Action item: Your answer must be a word-for-word copy of the data.

Dataset items:
——————————

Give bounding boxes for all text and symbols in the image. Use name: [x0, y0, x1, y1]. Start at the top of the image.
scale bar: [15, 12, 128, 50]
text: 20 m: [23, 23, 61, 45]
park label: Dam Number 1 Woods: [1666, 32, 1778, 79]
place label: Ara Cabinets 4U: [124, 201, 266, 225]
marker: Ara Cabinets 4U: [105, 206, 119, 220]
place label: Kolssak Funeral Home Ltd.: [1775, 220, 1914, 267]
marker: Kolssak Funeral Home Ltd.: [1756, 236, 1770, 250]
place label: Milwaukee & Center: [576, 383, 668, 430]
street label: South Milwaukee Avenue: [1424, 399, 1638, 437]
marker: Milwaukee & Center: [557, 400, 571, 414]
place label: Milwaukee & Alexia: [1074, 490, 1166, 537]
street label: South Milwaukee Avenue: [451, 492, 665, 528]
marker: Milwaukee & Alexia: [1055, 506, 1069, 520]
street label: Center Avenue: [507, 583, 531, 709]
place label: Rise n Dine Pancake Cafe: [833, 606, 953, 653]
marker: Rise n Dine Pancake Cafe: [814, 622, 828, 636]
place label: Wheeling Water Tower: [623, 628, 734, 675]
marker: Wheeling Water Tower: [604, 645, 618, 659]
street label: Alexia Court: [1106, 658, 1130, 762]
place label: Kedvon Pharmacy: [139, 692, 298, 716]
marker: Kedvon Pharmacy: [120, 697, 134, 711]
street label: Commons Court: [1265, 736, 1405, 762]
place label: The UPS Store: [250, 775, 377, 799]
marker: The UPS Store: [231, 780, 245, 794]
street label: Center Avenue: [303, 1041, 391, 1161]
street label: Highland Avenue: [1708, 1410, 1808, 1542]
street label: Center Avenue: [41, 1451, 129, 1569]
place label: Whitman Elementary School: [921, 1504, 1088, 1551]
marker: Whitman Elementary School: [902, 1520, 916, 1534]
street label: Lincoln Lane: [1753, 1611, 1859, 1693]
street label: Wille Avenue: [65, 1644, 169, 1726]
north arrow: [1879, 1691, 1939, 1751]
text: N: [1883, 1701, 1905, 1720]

——————————

Expected output:
Give bounding boxes for all text and symbols in the image. Use name: [x0, y0, x1, y1]. Start at the top of the image.
scale bar: [15, 12, 128, 50]
text: 20 m: [23, 23, 61, 45]
park label: Dam Number 1 Woods: [1666, 32, 1778, 79]
place label: Ara Cabinets 4U: [124, 201, 266, 225]
marker: Ara Cabinets 4U: [105, 206, 119, 220]
place label: Kolssak Funeral Home Ltd.: [1775, 220, 1914, 267]
marker: Kolssak Funeral Home Ltd.: [1756, 236, 1770, 250]
place label: Milwaukee & Center: [576, 383, 668, 430]
street label: South Milwaukee Avenue: [1424, 399, 1638, 437]
marker: Milwaukee & Center: [557, 400, 571, 414]
place label: Milwaukee & Alexia: [1074, 490, 1166, 537]
street label: South Milwaukee Avenue: [451, 492, 665, 528]
marker: Milwaukee & Alexia: [1055, 506, 1069, 520]
street label: Center Avenue: [507, 583, 531, 709]
place label: Rise n Dine Pancake Cafe: [833, 606, 953, 653]
marker: Rise n Dine Pancake Cafe: [814, 622, 828, 636]
place label: Wheeling Water Tower: [623, 628, 734, 675]
marker: Wheeling Water Tower: [604, 645, 618, 659]
street label: Alexia Court: [1106, 658, 1130, 762]
place label: Kedvon Pharmacy: [139, 692, 298, 716]
marker: Kedvon Pharmacy: [120, 697, 134, 711]
street label: Commons Court: [1265, 736, 1405, 762]
place label: The UPS Store: [250, 775, 377, 799]
marker: The UPS Store: [231, 780, 245, 794]
street label: Center Avenue: [303, 1041, 391, 1161]
street label: Highland Avenue: [1708, 1410, 1808, 1542]
street label: Center Avenue: [41, 1451, 129, 1569]
place label: Whitman Elementary School: [921, 1504, 1088, 1551]
marker: Whitman Elementary School: [902, 1520, 916, 1534]
street label: Lincoln Lane: [1753, 1611, 1859, 1693]
street label: Wille Avenue: [65, 1644, 169, 1726]
north arrow: [1879, 1691, 1939, 1751]
text: N: [1883, 1701, 1905, 1720]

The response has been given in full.